PROBLEM TO WORK ON
Give every line of the data again, exactly.

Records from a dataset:
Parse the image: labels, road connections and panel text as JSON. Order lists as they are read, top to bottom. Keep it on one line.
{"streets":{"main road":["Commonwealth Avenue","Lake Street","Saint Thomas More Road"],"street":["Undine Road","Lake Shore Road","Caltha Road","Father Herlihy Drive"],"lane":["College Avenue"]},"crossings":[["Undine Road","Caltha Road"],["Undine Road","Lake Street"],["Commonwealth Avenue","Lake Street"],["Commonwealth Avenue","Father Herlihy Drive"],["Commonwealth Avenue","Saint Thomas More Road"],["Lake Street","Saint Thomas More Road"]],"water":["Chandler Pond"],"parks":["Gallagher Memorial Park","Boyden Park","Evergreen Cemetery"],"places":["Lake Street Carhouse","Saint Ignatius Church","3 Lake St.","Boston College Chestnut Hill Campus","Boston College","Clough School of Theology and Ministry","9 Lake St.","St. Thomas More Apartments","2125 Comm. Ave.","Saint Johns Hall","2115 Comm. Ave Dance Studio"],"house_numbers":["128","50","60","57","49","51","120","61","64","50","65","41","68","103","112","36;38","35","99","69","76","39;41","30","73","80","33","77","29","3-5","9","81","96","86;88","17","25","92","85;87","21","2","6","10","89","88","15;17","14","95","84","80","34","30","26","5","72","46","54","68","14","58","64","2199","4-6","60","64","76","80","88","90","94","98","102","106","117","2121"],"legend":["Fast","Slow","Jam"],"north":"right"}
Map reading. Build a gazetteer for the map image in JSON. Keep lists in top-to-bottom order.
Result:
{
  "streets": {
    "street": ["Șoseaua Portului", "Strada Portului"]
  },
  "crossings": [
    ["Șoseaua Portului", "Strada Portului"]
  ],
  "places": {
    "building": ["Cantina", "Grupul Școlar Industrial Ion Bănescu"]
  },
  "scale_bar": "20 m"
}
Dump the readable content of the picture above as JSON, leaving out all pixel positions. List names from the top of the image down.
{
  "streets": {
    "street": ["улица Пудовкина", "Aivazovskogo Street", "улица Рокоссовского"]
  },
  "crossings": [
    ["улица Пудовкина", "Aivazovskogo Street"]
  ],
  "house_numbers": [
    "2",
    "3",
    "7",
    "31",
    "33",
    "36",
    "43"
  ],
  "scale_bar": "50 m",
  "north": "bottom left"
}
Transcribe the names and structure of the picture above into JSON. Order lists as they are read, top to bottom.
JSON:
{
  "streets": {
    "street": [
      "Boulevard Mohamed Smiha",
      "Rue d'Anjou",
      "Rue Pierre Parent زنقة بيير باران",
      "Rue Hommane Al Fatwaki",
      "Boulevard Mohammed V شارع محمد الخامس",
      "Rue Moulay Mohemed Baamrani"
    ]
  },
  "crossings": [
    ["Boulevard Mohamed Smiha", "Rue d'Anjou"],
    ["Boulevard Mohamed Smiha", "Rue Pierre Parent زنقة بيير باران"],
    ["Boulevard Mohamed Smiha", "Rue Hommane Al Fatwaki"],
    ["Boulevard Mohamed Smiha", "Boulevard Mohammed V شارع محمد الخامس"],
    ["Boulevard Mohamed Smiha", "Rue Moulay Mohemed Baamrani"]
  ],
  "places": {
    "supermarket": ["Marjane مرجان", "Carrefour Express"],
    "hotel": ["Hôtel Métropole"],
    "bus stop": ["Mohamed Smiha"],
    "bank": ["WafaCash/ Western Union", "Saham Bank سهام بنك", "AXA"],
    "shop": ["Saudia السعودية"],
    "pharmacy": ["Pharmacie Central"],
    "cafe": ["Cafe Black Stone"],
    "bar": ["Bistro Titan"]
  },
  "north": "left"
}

YOUR SOLUTION
Parse the image: labels, road connections and panel text as JSON. Order lists as they are read, top to bottom. Keep it on one line.
{"streets":{"main road":["Commonwealth Avenue","Lake Street","Saint Thomas More Road"],"street":["Undine Road","Lake Shore Road","Caltha Road","Father Herlihy Drive"],"lane":["College Avenue"]},"crossings":[["Undine Road","Caltha Road"],["Undine Road","Lake Street"],["Commonwealth Avenue","Lake Street"],["Commonwealth Avenue","Father Herlihy Drive"],["Commonwealth Avenue","Saint Thomas More Road"],["Lake Street","Saint Thomas More Road"]],"water":["Chandler Pond"],"parks":["Gallagher Memorial Park","Boyden Park","Evergreen Cemetery"],"places":["Lake Street Carhouse","Saint Ignatius Church","3 Lake St.","Boston College Chestnut Hill Campus","Boston College","Clough School of Theology and Ministry","9 Lake St.","St. Thomas More Apartments","2125 Comm. Ave.","Saint Johns Hall","2115 Comm. Ave Dance Studio"],"house_numbers":["128","50","60","57","49","51","120","61","64","50","65","41","68","103","112","36;38","35","99","69","76","39;41","30","73","80","33","77","29","3-5","9","81","96","86;88","17","25","92","85;87","21","2","6","10","89","88","15;17","14","95","84","80","34","30","26","5","72","46","54","68","14","58","64","2199","4-6","60","64","76","80","88","90","94","98","102","106","117","2121"],"legend":["Fast","Slow","Jam"],"north":"right"}
Map reading. Build a gazetteer for the map image in JSON. Keep lists in top-to-bottom order.
Result:
{
  "streets": {
    "street": ["Șoseaua Portului", "Strada Portului"]
  },
  "crossings": [
    ["Șoseaua Portului", "Strada Portului"]
  ],
  "places": {
    "building": ["Cantina", "Grupul Școlar Industrial Ion Bănescu"]
  },
  "scale_bar": "20 m"
}
Dump the readable content of the picture above as JSON, leaving out all pixel positions. List names from the top of the image down.
{
  "streets": {
    "street": ["улица Пудовкина", "Aivazovskogo Street", "улица Рокоссовского"]
  },
  "crossings": [
    ["улица Пудовкина", "Aivazovskogo Street"]
  ],
  "house_numbers": [
    "2",
    "3",
    "7",
    "31",
    "33",
    "36",
    "43"
  ],
  "scale_bar": "50 m",
  "north": "bottom left"
}
Transcribe the names and structure of the picture above into JSON. Order lists as they are read, top to bottom.
JSON:
{
  "streets": {
    "street": [
      "Boulevard Mohamed Smiha",
      "Rue d'Anjou",
      "Rue Pierre Parent زنقة بيير باران",
      "Rue Hommane Al Fatwaki",
      "Boulevard Mohammed V شارع محمد الخامس",
      "Rue Moulay Mohemed Baamrani"
    ]
  },
  "crossings": [
    ["Boulevard Mohamed Smiha", "Rue d'Anjou"],
    ["Boulevard Mohamed Smiha", "Rue Pierre Parent زنقة بيير باران"],
    ["Boulevard Mohamed Smiha", "Rue Hommane Al Fatwaki"],
    ["Boulevard Mohamed Smiha", "Boulevard Mohammed V شارع محمد الخامس"],
    ["Boulevard Mohamed Smiha", "Rue Moulay Mohemed Baamrani"]
  ],
  "places": {
    "supermarket": ["Marjane مرجان", "Carrefour Express"],
    "hotel": ["Hôtel Métropole"],
    "bus stop": ["Mohamed Smiha"],
    "bank": ["WafaCash/ Western Union", "Saham Bank سهام بنك", "AXA"],
    "shop": ["Saudia السعودية"],
    "pharmacy": ["Pharmacie Central"],
    "cafe": ["Cafe Black Stone"],
    "bar": ["Bistro Titan"]
  },
  "north": "left"
}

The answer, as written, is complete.